[See here an excerpt from Chapter 5 of “Generation Zero: Founders, Framers and Two Chaotic Decades that Forged a Soccer Nation,“ a manuscript now in the final-editing stage. It’s scheduled for publication in late 2021.]
At left: Mike Windischmann, U.S. Men’s National Team central defender and team captain from 1988 forward. Windy led by example. Here he can be seen rocking the ultimate in period coiffure, the mullet: “business in front, party in the back.”
5. The Primordial Soup (1986-88)
“Our team is too homogenous,” Lothar Osiander told the Associated Press in the run-up to the 1988 Seoul Olympics. “They’re all the same age, all college students, all middle class. They all go to good schools, read the same books, like the same music, probably chase the same type of women. Everything’s equal. It’s flat as a pancake.”
Osiander served as coach of the U.S. Men’s National Team (USMNT) from 1986-89. His charge of rampant homogeneity within his new roster of players was both spot-on and richly ironic. For these were precisely the suburban kids to whom organized soccer had been intentionally delivered, in the early 1970s, by ethnic immigrants like Osiander himself, like Ray Copeland in Wellesley and Reuben Mendoza in Granite City, Illinois. Like the fathers of John Harkes, Peter Vermes, John Stollmeyer and Marcelo Balboa in the suburban hotbeds of North Jersey, South Jersey, Northern Virginia and Southern California.
These still-hyphenated Americans had moved to those suburbs after initial stints in the country’s big cities. There they had helped establish ethnic enclaves where the outdoor game thrived but never went mainstream — not until the Seventies.
By 1986, professional but league-less (and largely clueless about their abilities to play abroad), Generation Zero was obliged to reverse this process — to go back into those cities to play their club soccer, to play somewhere competitively worthwhile when not engaged with Osiander’s USMNT program.
And honestly, what better way to take the edge off that white-bread veneer than an extended run in the ethnic leagues, which, in the absence of the North American Soccer League (NASL), were now home to the best outdoor soccer being contested north of the Rio Grande?
“After NASL folded, that was the best option,” says Mike Windischmann, who would captain the U.S. team at the Italian World Cup in 1990. “My dream had been to play in NASL, but when I got out of college, it had folded. Perfect timing, right? I played one season indoors but I consciously tried to stay outdoors and that’s what led me to the Brooklyn Italians, where I got to play with [Adrianik] Eskandarian and Hubert Birkenmeier, a lot of really good players. How can you go wrong playing with guys like that?”

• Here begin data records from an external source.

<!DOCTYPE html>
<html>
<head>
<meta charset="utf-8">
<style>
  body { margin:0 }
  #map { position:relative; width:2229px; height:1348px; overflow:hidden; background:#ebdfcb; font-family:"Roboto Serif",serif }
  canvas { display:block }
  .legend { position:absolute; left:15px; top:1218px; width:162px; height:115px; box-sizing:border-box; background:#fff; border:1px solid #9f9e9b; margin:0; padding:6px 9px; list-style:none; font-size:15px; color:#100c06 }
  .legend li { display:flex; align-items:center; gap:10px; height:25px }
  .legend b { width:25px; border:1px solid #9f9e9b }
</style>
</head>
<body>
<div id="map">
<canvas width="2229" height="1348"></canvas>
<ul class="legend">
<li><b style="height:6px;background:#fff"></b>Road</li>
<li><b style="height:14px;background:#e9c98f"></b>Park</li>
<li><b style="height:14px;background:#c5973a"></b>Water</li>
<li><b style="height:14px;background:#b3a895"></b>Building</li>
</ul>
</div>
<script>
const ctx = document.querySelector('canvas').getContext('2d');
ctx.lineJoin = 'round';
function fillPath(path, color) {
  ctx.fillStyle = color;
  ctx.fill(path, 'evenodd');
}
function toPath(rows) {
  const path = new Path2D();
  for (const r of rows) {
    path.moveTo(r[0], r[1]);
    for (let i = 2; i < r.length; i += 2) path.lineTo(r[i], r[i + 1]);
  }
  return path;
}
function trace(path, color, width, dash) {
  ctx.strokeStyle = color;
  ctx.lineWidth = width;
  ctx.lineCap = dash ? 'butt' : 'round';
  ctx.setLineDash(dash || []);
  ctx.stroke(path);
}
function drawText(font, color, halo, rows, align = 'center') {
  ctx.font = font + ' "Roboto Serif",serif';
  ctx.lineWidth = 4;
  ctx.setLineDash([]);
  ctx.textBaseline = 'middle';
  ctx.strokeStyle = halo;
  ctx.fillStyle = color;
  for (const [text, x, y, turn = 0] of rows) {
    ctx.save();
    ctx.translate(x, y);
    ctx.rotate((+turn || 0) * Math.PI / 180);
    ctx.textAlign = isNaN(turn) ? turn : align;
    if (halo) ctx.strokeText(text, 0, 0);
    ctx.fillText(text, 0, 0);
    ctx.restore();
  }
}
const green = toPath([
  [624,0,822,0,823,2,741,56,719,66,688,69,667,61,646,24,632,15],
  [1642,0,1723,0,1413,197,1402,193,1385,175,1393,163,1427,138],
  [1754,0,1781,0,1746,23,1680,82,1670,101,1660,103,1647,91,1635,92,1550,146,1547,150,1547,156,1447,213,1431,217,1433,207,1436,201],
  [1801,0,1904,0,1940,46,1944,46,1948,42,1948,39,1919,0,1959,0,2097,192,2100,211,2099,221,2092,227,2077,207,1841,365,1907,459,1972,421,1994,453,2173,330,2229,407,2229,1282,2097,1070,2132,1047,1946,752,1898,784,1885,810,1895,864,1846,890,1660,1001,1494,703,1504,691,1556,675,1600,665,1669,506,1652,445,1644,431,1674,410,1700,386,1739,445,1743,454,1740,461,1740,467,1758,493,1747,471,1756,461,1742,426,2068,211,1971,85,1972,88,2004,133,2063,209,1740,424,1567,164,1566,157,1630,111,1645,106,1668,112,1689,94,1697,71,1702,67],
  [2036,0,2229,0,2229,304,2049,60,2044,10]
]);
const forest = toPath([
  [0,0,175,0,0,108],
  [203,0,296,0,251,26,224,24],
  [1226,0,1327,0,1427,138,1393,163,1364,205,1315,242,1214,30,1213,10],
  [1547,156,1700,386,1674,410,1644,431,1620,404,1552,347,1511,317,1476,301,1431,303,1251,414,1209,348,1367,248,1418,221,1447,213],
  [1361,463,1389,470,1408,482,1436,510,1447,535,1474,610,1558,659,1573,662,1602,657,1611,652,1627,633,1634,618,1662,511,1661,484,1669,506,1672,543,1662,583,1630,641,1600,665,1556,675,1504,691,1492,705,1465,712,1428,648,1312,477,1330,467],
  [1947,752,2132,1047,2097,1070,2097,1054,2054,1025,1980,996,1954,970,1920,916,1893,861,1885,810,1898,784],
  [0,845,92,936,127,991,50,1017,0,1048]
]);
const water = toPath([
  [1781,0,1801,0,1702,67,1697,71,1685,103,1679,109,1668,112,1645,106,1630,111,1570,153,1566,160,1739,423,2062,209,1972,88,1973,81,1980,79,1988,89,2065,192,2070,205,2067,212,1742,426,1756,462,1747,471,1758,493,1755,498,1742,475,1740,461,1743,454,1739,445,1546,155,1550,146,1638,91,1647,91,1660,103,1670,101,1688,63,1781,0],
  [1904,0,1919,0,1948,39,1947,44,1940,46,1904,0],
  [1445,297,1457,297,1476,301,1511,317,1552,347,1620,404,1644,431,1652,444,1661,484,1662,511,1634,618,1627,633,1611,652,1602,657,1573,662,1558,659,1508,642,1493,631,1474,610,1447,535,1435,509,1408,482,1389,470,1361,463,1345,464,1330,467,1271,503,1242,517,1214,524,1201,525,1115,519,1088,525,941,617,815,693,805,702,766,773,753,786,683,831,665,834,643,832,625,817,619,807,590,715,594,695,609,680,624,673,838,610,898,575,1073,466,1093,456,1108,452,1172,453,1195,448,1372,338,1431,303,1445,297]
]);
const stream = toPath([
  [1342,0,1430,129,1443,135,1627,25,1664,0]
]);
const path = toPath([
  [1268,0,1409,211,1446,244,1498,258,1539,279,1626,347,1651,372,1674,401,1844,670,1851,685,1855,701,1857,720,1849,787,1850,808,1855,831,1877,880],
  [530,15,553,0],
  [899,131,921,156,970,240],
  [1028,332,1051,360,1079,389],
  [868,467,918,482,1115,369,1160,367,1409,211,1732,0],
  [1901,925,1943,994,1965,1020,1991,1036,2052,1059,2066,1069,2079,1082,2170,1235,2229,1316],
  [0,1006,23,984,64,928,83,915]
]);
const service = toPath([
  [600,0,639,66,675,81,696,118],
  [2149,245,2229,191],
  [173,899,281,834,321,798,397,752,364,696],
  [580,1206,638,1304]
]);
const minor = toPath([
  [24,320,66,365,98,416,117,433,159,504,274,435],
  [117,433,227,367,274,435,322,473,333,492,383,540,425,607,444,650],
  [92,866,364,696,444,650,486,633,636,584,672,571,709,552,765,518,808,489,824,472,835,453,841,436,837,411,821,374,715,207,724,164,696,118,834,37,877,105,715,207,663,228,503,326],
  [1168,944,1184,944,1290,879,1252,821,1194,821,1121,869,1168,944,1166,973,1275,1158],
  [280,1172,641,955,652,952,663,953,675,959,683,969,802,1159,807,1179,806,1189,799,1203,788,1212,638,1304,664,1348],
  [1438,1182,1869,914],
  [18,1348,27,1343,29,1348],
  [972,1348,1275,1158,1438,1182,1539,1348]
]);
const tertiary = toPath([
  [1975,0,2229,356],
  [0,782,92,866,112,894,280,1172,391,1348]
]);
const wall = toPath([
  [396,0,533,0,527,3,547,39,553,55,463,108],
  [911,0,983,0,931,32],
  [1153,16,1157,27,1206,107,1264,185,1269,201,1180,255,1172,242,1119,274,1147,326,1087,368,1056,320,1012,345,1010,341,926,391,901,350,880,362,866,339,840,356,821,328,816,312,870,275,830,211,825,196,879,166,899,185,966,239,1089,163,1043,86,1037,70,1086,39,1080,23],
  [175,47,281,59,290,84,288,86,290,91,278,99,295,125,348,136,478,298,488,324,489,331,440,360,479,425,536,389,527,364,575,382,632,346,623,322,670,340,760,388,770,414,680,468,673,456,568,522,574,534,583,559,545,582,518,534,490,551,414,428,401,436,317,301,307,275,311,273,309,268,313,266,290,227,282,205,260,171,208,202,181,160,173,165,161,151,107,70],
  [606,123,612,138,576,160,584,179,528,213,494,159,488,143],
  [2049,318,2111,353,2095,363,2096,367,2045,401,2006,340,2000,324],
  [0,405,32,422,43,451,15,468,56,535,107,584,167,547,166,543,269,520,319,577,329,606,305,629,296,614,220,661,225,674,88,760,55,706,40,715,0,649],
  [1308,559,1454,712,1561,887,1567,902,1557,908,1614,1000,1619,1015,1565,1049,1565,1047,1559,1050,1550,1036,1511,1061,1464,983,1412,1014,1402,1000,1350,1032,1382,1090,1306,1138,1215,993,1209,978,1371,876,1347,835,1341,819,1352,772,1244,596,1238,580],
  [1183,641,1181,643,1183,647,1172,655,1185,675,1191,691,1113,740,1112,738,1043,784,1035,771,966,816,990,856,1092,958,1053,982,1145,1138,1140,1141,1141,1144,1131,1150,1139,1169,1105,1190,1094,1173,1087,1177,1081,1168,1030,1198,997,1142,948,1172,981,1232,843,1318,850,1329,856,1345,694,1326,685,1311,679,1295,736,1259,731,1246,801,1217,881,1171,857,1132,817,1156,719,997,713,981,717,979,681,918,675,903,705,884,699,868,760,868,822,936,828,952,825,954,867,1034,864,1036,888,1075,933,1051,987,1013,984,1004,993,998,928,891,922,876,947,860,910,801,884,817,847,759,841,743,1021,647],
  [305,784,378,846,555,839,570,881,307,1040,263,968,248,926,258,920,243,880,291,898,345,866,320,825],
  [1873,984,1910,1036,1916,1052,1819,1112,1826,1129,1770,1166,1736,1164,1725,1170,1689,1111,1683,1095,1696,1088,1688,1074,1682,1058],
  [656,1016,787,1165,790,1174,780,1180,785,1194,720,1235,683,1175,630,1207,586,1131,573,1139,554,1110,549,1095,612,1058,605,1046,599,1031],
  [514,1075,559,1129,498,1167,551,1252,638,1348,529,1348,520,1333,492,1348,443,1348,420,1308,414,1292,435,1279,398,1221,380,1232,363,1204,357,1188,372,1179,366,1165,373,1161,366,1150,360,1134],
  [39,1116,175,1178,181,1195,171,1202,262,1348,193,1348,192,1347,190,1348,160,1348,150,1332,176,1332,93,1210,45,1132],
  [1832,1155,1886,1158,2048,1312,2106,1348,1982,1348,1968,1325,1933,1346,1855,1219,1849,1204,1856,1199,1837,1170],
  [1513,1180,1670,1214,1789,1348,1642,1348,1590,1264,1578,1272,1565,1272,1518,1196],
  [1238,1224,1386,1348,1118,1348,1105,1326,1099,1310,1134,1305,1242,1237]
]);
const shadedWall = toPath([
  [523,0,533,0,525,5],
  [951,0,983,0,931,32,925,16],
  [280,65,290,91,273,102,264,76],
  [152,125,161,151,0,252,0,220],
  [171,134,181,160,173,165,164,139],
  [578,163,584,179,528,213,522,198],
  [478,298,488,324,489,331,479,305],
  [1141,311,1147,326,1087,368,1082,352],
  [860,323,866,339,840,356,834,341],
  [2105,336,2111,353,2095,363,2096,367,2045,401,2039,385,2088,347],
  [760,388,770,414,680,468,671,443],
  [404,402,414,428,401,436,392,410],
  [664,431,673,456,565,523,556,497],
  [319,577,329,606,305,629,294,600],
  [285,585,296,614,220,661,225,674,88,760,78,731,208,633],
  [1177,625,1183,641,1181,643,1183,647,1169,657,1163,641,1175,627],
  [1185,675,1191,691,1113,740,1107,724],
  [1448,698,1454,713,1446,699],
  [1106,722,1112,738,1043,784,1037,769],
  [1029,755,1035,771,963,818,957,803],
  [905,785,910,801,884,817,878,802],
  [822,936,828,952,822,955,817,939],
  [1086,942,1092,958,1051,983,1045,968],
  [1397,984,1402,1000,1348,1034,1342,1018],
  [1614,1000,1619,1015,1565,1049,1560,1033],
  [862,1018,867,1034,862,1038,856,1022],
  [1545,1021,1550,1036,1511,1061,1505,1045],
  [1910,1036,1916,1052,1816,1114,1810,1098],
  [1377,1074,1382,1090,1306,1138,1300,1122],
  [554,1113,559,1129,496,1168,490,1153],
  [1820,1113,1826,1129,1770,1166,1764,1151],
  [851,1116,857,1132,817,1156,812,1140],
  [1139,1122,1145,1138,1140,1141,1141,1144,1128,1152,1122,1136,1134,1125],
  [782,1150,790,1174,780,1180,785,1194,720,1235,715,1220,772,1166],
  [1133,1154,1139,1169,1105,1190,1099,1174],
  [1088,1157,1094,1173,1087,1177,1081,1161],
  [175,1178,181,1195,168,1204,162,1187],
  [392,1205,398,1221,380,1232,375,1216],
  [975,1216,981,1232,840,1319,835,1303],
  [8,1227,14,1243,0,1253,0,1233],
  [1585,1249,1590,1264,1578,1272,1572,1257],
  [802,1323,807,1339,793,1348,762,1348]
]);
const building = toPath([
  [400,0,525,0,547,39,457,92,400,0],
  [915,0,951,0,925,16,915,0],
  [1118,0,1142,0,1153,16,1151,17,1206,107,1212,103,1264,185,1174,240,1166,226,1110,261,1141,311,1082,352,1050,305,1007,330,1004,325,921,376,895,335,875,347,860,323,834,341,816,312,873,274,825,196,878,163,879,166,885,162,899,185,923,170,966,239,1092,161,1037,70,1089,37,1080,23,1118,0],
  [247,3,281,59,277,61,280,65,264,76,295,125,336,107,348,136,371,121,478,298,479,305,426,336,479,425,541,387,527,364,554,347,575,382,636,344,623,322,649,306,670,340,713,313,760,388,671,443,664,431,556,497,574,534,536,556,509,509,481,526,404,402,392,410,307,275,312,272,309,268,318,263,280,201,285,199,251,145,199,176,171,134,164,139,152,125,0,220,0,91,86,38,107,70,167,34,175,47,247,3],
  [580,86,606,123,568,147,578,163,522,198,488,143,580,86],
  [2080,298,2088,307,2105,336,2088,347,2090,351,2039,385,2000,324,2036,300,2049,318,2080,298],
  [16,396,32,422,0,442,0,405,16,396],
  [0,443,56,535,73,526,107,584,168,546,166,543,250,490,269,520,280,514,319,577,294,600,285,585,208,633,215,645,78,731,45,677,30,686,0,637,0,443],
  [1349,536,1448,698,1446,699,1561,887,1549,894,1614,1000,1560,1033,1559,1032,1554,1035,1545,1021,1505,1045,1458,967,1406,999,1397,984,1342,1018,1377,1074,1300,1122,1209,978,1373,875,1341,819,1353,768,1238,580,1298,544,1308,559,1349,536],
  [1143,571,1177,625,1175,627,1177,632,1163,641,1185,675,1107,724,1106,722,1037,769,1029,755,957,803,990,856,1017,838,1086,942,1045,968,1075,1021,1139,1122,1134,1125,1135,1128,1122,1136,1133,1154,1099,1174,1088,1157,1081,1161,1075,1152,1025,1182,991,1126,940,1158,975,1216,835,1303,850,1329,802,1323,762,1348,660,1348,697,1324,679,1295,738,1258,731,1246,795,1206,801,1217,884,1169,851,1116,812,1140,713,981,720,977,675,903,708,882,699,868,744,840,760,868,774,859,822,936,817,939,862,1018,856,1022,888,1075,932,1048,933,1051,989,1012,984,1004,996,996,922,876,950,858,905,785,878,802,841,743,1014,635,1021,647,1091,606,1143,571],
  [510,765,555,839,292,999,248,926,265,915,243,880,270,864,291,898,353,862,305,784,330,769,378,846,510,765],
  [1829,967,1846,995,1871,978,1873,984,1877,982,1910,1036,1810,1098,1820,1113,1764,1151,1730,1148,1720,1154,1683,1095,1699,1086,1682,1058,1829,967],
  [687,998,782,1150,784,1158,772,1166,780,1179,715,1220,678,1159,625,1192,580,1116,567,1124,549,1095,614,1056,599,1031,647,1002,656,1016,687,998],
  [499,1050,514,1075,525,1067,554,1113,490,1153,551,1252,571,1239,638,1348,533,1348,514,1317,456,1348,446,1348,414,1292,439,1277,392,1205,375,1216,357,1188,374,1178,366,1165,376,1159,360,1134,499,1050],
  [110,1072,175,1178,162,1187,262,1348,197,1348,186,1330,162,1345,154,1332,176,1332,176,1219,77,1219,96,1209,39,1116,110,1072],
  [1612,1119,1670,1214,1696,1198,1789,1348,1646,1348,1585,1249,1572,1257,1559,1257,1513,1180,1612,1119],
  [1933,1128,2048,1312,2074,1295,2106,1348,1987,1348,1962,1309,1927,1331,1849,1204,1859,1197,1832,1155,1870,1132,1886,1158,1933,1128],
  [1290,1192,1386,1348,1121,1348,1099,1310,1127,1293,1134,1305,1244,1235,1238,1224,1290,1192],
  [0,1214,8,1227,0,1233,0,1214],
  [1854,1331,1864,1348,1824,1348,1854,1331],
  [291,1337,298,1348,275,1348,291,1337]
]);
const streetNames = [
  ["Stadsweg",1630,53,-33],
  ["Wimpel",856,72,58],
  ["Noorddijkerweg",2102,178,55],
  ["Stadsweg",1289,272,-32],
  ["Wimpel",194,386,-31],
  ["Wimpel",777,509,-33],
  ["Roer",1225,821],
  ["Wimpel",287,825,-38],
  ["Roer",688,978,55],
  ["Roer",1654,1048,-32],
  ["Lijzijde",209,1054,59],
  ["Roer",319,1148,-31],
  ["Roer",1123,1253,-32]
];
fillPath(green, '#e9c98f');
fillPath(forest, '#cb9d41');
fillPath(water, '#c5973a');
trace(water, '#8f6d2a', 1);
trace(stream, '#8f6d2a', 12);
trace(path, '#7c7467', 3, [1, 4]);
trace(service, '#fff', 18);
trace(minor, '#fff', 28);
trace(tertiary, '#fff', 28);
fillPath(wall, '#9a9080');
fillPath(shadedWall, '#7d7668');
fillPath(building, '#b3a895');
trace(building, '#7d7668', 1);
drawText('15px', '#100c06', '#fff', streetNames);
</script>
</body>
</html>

The Italians, twice U.S. Open Cup champions during this period, illustrate just how competitive, professional and technically advanced New York’s Cosmopolitan League could be. Eskandarian (father of Alecko, who played in MLS and made a single appearance for the USMNT) and Birkenmeier were both former Cosmos, after all — in their 30s, but not completely over the hill.
For Osiander’s crew, there was money to be made with these ethnic clubs. There was fitness to be maintained and on-field savvy to be gained. Most of these organizations maintained regular practice schedules and reserve squads — full teams of players who aren’t quite good enough or old enough to appear for the first team, but remain under contract or otherwise affiliated with the club. Every Major League Soccer club fields a reserve side; today they all compete in the third-tier USL Pro league. It’s telling that NASL clubs never invested in such things, but reserve sides have been de rigeur at European clubs since the 1950s.
Even today, with three tiers of U.S. pro soccer fully operational above it, the Cosmopolitan League’s top two divisions still require maintenance of full reserve squads.
Commonly known as The Cosmo (and not to be confused with the NASL’s most famous club, the N.Y. Cosmos), the Cosmopolitan League was formed in 1923 as the German American Football Association. Along with the SFSL and other elite city circuits, GAFA represented the top tier of U.S. soccer for many decades prior to 1967, notwithstanding serial-but-invariably-fleeting incarnations of the American Soccer League. The formation of NASL naturally put a serious crimp in the GAFA, SFSL and their like, draining them of talent and attention. In 1977, GAFA changed its name to the Cosmopolitan Soccer League, to better represent its multi-ethnic makeup — and perhaps to cleverly play on the New York Cosmos’ popularity, then at its peak.
When NASL gave up the ghost in 1984, the Cosmopolitan League returned to its place atop the American soccer pyramid — where it would stay, for all intents and purposes, until the launch of MLS in 1996.
Walter Bahr and Harry Keough spent their entire club careers in the ethnic leagues. To their eyes, 35 years after the Miracle in Belo Horizonte, all too little had changed. It must be said, however, that in the mid-Eighties, when U.S. soccer needed them most, these ethnic leagues, these largely urban clubs with their aging stars took Windischmann and the entirety of GenZero under their capable wings.
“There were just a ton of talented guys on Brooklyn Italians — former Cosmos, guys from Colombia and all over the world. They were great players,” Windischmann recalls. “I think the entire time I played for the Italians, we may have lost twice. Just incredible players. Later on they had Tab Ramos. Harkes played there. That was some quality soccer. I was learning stuff all the time.”
When the American Soccer League re-emerged again, in 1988, options for young players of quality were naturally increased. But the bottom line did not change all that much. There is wide agreement that the class of soccer remained quite a bit higher in the Cosmo, in the SFSL, in the Luso-American Soccer Association (LASA) in Eastern Massachusetts, and other ethnic leagues across the country. The new “A League” and these various ethnic circuits were all similarly semi-professional, but while A League players generally ran to the bank to cash checks of dubious backing, this was never an issue for members of the Brooklyn Italians, or LASA outfits like mine, Greek Sportsmen of Somerville.
“It was all cash,” Windischmann reports. “Those guys who ran the club, I’m sure they were betting on games, too.”